Collagens, the major extracellular matrix components in most vertebrate tissues, comprise a superfamily of proteins . A total of 29 genetically distinct collagens have been described so far in the vertebrate tissues and designated by Roman numerals I-XXIX in order of their discovery [2, 3]. The collagen molecules consist of three subunit polypeptides, so-called α-chains, and while some collagens are homotrimers, others can be heterotrimers containing two or even three genetically distinct subunit polypeptides. Consequently, there are well over 40 genes in vertebrate tissues that encode the subunits polypeptides of different, genetically distinct collagen molecules [1, 2].

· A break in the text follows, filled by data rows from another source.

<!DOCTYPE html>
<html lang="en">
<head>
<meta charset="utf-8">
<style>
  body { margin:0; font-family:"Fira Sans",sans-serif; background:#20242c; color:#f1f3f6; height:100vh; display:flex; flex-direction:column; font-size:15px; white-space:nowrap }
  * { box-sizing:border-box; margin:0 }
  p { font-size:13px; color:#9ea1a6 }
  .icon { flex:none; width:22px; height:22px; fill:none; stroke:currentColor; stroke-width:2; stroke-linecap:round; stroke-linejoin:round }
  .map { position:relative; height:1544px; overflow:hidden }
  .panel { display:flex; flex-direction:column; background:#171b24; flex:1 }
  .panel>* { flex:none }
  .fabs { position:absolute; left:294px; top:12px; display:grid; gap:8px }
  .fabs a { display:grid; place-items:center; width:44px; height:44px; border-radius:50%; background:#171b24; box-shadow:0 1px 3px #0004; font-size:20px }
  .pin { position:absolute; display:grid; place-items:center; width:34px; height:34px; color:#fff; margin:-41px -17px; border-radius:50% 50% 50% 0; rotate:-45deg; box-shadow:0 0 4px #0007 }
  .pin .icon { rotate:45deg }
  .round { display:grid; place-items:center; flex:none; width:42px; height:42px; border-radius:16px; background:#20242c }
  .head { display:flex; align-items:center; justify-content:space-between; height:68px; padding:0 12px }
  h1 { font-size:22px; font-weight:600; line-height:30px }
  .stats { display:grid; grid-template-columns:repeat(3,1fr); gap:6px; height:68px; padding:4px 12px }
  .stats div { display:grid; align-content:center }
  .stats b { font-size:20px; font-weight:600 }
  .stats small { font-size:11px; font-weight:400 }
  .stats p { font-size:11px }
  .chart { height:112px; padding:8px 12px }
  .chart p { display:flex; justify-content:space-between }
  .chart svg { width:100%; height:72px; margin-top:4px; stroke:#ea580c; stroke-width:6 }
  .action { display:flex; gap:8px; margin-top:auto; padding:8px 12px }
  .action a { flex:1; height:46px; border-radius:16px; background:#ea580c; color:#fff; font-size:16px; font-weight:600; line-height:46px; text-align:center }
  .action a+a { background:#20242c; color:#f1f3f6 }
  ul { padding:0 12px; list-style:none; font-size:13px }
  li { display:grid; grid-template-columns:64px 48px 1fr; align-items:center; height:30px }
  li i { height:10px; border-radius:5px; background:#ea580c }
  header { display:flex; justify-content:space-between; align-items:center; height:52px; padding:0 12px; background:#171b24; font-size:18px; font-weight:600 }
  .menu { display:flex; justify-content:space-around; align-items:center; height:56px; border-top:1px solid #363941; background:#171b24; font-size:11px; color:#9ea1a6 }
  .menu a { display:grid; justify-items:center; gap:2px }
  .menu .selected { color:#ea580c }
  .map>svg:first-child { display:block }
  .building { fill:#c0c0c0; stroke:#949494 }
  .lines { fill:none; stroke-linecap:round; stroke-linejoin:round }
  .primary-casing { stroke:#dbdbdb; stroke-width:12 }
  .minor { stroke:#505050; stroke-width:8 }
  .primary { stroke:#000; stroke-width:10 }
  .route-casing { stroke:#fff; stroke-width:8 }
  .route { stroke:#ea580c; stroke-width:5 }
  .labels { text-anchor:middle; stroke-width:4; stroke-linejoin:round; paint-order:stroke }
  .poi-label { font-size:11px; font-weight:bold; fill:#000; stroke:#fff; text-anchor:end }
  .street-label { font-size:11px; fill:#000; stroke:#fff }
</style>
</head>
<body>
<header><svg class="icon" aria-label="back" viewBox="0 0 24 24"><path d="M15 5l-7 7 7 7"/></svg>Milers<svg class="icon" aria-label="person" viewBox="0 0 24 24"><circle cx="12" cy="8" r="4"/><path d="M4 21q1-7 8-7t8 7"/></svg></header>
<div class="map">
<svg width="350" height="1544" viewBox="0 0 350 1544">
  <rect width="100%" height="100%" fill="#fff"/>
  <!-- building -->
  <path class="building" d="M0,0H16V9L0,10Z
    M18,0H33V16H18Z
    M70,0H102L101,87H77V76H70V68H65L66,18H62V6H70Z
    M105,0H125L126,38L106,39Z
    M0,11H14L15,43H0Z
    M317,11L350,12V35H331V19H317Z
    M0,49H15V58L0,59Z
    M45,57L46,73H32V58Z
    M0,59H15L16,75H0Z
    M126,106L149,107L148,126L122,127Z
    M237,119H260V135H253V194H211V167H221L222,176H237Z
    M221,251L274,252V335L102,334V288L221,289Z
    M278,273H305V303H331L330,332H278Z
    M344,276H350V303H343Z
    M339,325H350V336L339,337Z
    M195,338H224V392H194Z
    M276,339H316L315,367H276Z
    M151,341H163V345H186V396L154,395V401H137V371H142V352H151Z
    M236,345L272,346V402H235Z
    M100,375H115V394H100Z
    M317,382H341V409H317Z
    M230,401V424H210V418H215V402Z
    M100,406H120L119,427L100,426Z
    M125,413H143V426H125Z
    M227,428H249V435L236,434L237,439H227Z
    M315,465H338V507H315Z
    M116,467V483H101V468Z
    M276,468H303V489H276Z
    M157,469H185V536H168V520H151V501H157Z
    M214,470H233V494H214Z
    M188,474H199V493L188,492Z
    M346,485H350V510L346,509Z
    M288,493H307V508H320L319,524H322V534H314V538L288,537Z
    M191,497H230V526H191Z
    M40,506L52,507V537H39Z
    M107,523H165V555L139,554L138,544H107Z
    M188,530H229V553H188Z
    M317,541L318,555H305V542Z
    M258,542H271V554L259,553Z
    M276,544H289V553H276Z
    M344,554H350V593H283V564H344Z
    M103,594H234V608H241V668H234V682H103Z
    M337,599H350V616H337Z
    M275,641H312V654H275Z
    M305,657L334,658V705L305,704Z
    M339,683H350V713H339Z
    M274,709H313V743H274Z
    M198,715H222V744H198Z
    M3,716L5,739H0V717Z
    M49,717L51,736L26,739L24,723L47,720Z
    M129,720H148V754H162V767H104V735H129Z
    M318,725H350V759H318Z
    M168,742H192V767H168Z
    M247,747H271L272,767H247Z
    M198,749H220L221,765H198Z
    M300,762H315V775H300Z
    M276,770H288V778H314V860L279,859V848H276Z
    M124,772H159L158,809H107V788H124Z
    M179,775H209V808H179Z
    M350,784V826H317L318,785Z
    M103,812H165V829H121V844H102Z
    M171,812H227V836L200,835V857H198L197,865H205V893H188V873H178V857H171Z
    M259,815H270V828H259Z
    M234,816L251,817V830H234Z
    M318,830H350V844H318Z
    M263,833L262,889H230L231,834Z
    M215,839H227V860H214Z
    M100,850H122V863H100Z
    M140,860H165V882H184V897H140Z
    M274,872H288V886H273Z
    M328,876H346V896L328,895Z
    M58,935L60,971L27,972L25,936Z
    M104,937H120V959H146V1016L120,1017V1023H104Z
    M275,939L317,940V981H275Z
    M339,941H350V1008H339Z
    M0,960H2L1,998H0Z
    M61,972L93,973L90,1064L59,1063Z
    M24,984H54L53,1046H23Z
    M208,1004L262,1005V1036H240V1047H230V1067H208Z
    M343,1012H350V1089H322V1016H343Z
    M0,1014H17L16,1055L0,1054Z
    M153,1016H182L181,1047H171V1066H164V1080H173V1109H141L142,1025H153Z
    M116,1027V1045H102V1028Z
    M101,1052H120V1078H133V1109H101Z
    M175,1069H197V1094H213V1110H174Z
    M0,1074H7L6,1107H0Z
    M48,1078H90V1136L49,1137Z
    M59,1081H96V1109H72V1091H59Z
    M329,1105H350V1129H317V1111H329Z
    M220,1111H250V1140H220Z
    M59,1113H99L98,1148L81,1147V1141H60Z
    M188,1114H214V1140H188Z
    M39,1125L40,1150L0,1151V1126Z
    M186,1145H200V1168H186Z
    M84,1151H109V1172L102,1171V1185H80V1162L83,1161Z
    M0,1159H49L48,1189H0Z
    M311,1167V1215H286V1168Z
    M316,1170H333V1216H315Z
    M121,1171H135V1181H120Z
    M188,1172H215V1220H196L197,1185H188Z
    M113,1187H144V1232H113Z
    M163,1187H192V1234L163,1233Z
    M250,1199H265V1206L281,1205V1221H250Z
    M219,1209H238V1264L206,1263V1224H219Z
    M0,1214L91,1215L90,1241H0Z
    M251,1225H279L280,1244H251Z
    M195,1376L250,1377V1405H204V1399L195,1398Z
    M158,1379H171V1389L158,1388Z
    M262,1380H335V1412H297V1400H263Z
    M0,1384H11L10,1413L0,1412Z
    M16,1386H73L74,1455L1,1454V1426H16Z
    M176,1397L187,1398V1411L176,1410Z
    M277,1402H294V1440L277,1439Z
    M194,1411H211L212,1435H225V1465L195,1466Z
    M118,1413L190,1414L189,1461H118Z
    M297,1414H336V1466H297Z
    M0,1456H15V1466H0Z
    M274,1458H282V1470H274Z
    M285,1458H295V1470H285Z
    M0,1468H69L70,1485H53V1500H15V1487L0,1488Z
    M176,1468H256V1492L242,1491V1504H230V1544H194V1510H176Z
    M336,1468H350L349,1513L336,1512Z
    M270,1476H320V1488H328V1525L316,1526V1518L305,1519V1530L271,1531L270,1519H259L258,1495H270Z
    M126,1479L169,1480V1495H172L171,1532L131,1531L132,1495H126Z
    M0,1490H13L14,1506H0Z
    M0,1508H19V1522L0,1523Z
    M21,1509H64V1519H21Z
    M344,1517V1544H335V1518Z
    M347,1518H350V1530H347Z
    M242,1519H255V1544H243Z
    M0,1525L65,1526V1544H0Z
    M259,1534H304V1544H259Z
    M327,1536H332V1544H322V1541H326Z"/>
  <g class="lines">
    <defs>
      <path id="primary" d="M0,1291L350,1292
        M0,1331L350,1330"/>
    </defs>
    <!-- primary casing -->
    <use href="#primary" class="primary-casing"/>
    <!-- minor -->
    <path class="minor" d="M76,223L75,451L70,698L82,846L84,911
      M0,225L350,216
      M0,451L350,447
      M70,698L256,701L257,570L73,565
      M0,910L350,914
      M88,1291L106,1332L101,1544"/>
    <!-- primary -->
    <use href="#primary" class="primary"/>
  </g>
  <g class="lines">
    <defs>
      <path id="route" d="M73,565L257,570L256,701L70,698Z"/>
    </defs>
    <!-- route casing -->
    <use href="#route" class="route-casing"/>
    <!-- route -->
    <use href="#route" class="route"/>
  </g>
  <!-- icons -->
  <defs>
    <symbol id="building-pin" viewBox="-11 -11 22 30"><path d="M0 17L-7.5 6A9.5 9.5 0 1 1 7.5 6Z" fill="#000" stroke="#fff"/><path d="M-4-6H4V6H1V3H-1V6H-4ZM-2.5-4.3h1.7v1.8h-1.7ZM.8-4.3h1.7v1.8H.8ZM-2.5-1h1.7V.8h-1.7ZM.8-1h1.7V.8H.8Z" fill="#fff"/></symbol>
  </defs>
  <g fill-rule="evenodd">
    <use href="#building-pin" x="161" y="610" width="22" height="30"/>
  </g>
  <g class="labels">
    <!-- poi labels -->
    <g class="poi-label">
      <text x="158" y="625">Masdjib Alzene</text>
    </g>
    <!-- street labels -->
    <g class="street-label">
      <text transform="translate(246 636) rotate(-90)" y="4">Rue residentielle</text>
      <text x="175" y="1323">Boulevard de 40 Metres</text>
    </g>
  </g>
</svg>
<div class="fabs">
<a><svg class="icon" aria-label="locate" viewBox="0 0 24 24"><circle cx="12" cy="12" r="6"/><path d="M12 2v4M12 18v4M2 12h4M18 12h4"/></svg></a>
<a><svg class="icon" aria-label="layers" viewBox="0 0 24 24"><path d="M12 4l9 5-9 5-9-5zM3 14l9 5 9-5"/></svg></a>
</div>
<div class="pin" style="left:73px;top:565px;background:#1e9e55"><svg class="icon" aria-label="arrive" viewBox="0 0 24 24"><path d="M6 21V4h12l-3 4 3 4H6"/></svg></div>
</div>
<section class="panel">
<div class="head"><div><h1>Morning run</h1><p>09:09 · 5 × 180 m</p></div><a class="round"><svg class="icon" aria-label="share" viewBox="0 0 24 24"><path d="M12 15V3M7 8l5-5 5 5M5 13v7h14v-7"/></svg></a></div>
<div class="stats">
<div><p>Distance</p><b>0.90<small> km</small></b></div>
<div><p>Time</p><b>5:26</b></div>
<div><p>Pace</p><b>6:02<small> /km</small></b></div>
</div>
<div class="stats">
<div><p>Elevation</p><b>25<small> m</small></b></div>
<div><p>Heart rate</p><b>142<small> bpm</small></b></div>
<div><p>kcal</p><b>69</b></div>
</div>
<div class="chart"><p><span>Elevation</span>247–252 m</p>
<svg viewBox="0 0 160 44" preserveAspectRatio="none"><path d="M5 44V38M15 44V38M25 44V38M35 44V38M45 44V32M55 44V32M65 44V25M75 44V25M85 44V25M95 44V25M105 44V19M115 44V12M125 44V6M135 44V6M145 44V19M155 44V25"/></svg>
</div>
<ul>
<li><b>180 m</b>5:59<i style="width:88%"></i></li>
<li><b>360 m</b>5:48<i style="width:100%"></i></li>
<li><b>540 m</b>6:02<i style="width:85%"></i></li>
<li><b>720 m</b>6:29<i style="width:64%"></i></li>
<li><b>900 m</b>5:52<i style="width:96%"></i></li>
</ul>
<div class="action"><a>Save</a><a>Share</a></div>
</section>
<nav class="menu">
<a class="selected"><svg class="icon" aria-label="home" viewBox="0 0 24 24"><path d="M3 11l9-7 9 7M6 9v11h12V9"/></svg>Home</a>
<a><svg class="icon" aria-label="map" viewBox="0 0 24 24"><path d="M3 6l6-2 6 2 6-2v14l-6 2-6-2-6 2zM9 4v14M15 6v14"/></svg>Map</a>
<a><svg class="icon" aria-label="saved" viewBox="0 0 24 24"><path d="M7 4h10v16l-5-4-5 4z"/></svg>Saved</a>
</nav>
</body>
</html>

A characteristic structural feature of all collagens is the presence of a protein domain in triple-helical conformation which provides stability to these molecules to serve as structural building blocks providing integrity to connective tissues. The triple-helical conformation resists non-specific proteolysis, such as digestion with pepsin. The folding of the individual α-chains into the triple-helical conformation is predicated upon the characteristic primary sequence, consisting of repeating Gly-X-Y triplet sequences. In some collagens, such as in type I collagen, the most abundant collagen in the skin and bones, the central collagenous domain of individual α-chains contains an uninterrupted Gly-X-Y repeat segment spanning approximately 1000 amino acids. In some collagens, such as in type IV (the basement membrane collagen) and type VII (the anchoring fibril collagen), the Gly-X-Y repeat sequence contains imperfections which interrupt the triple-helical conformation . These interruptions then provide flexibility to the rod-like collagen molecules and also provide sites susceptible to non-specific proteolytic cleavage of the primary sequence.
On the basis of their fiber architecture in tissues, the genetically distinct collagens have been divided into different subgroups . Collagens types I, II, III, V, and X align into large extracellular fibrils and are designated as fibril-forming collagens. Type IV collagen is arranged in an interlacing network within the basement membranes, while type VI collagen forms distinct microfibrils, and type VII collagen forms anchoring fibrils. FACIT collagens (fibril-associated collagens with interrupted triple helices)  include types IX, XII, XIV, XIX, XX, and XXI. Several of the latter types of collagens associate with larger collagen fibers and serve as molecular bridges, stabilizing the organization of the extracellular matrix.
The major collagens in human skin are types I and III which account for approximately 80% and 10% of the total bulk of collagen, respectively (Table 1). These two collagens associate to form broad extracellular fibers characteristic for human dermis. Type V collagen is present in most connective tissues, including dermis, where it represents less than 5% of the total collagen. In dermis, type V collagen is located on the surface of the large collagen fibers, formed by type I and III collagens, and type V collagen regulates the lateral growth of these fibers. Another major collagen in the skin is type IV collagen, present within the dermal-epidermal junction as well as in the vascular basement membranes.
In addition to these major collagens, human skin contains several minor collagens which demonstrate spatially restricted location, yet they play a critical role in providing integral stability to the skin (Table 1). One of them is type VII collagen, the major, if not the exclusive, component of anchoring fibrils . Another one is type XVII collagen, a transmembrane collagen in type II topography . Type XVII collagen resides in hemidesmosomes complexed with α6β4 integrin, plectin, and laminin-332 (laminin -5) . Finally, type XXIX collagen has been recently reported to be a putative epidermal collagen with the highest level of expression in suprabasal layers . This collagen has been suggested to play a role in atopic dermatitis but its characterization is currently incomplete.